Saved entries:
....................

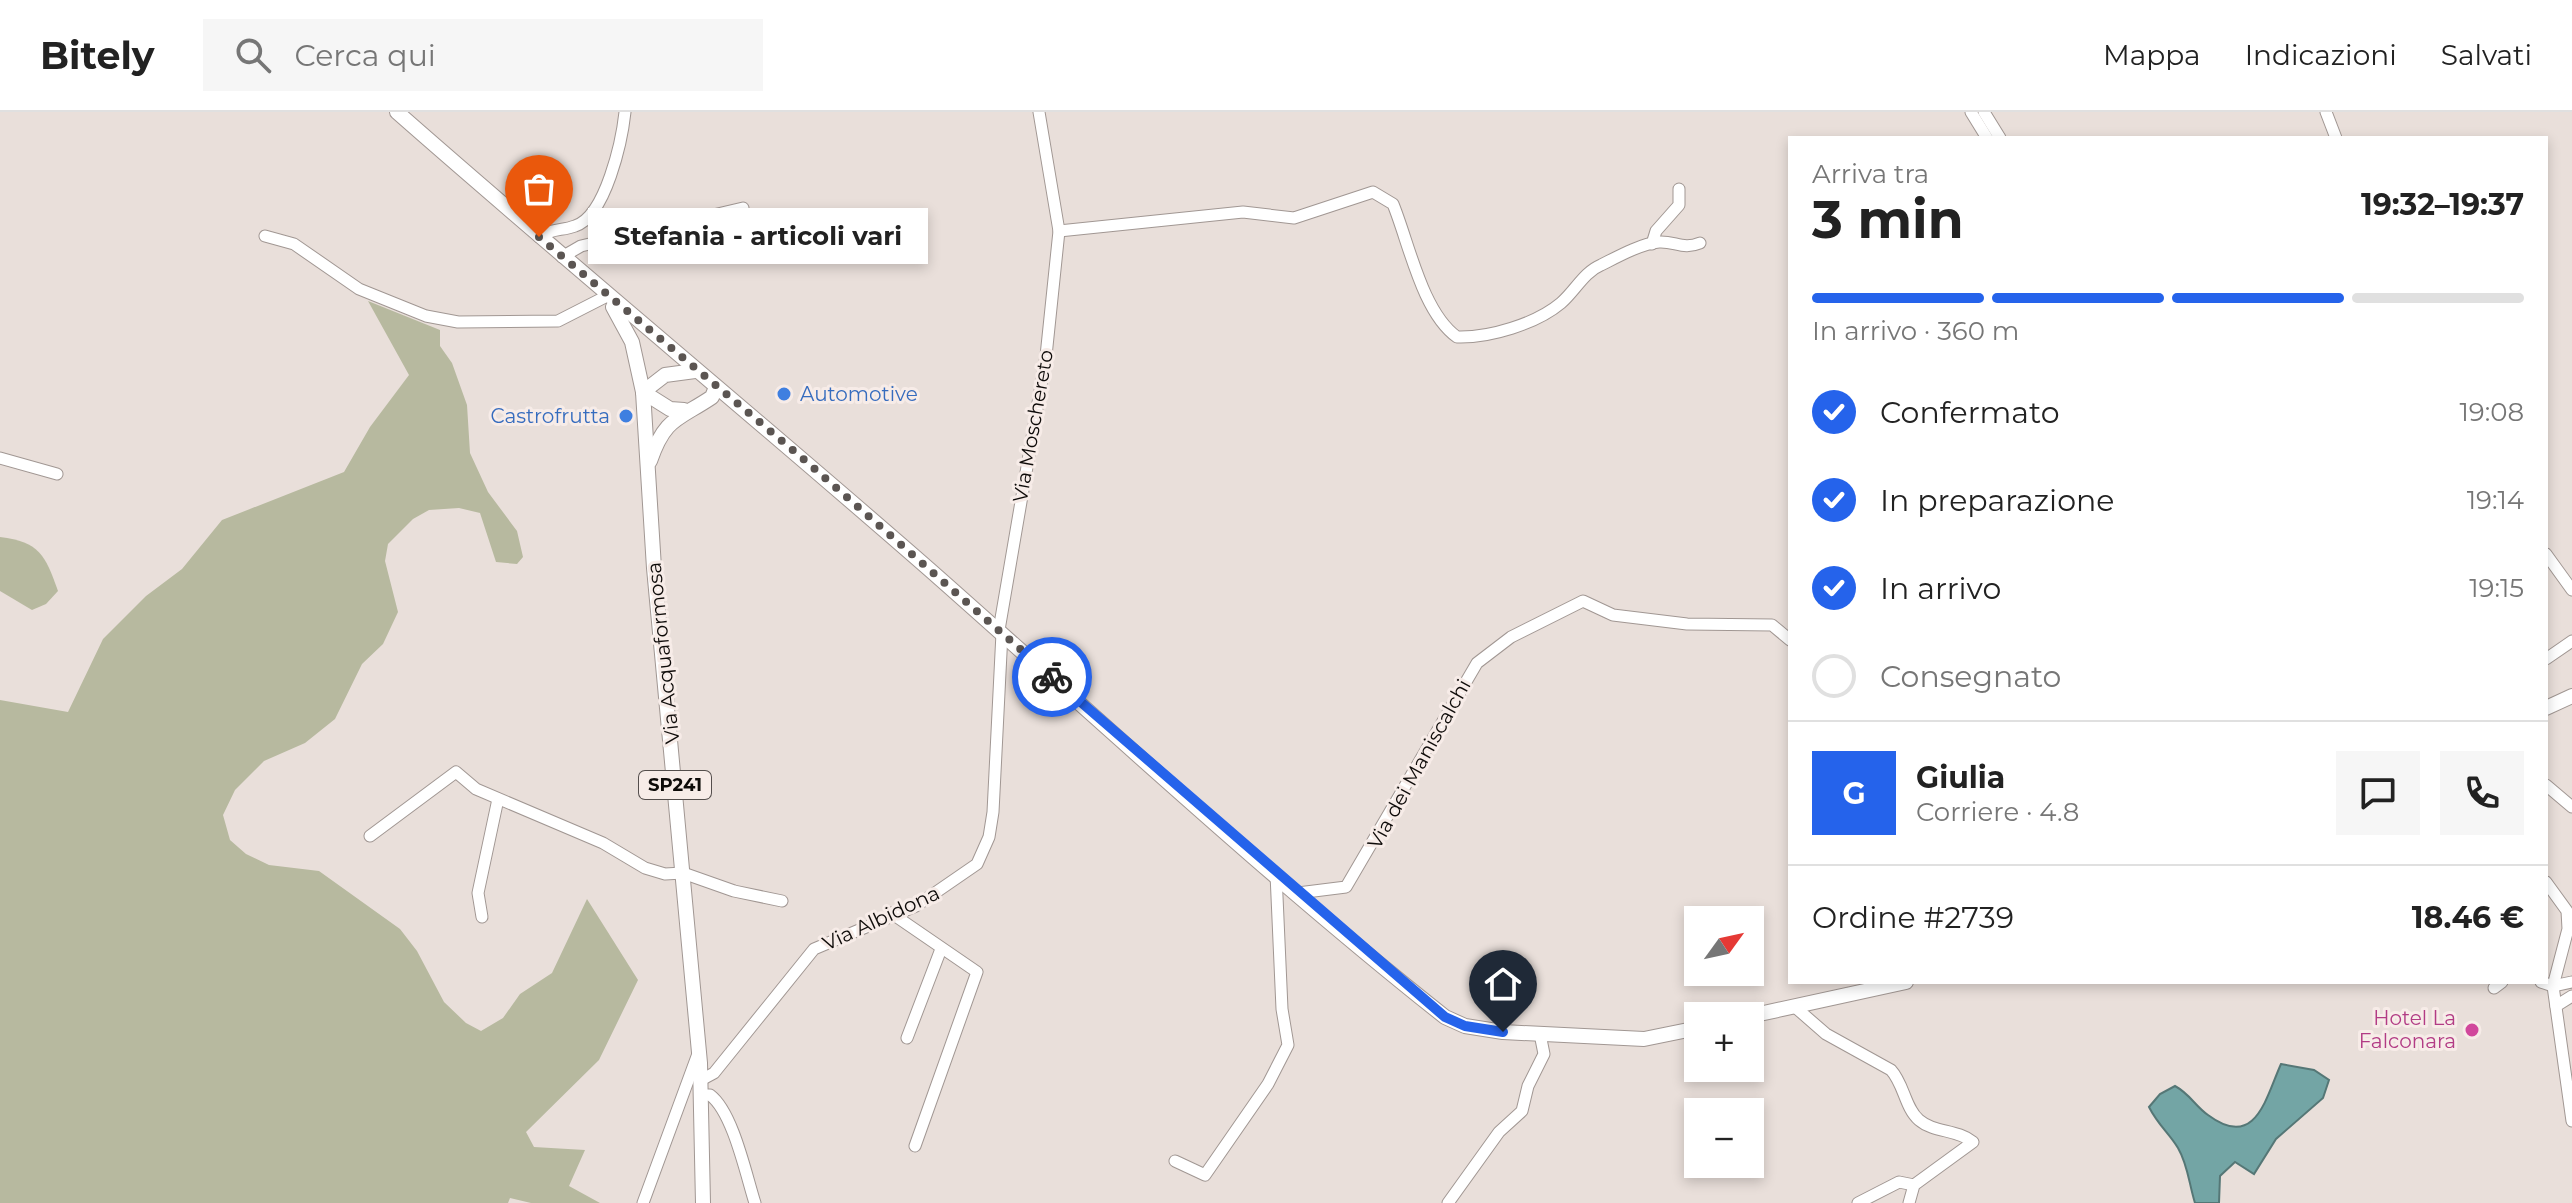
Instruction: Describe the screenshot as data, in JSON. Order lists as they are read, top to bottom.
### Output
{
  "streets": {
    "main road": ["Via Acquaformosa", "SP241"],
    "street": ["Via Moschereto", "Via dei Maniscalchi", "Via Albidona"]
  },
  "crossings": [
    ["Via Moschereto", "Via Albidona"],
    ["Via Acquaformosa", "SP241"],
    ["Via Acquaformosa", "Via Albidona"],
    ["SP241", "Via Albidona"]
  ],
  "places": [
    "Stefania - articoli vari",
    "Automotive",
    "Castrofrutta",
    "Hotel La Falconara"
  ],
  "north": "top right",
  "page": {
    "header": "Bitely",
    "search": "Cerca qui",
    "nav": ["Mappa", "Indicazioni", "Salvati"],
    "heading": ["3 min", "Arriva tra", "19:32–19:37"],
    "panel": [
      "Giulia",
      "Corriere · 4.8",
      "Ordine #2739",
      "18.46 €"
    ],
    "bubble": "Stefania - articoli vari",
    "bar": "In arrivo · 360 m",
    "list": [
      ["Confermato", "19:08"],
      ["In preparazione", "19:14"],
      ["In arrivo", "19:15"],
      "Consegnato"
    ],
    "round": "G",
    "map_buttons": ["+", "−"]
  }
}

....................

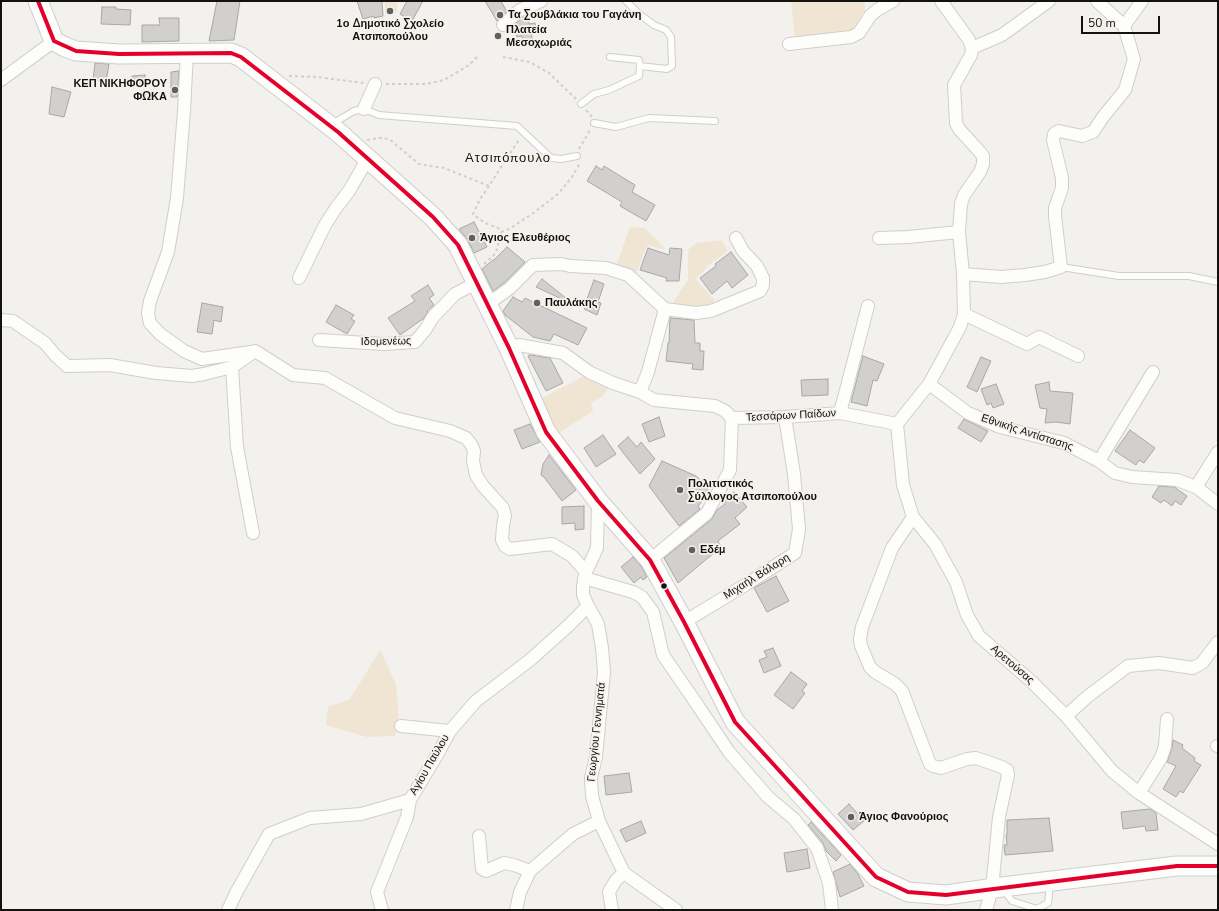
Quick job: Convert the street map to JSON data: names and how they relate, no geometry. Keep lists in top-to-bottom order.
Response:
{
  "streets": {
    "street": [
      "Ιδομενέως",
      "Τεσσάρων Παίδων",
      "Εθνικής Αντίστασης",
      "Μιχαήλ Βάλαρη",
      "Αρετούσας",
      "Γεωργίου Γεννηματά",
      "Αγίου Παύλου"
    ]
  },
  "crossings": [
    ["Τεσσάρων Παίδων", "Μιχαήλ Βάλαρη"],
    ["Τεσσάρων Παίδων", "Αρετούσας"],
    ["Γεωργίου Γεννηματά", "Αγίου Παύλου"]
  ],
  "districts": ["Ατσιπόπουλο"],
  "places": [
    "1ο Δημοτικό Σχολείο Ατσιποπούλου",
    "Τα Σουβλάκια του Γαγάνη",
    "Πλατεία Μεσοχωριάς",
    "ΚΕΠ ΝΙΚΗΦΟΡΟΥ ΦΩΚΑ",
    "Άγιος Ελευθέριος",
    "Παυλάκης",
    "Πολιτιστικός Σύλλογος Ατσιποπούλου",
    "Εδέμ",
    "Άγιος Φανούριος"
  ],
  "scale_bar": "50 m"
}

....................

DIRECTIONS FOR THIS TASK:
Pull from the data each line where the string "Moschereto" turns up.

SOLUTION BELOW:
    "street": ["Via Moschereto", "Via dei Maniscalchi", "Via Albidona"]
    ["Via Moschereto", "Via Albidona"],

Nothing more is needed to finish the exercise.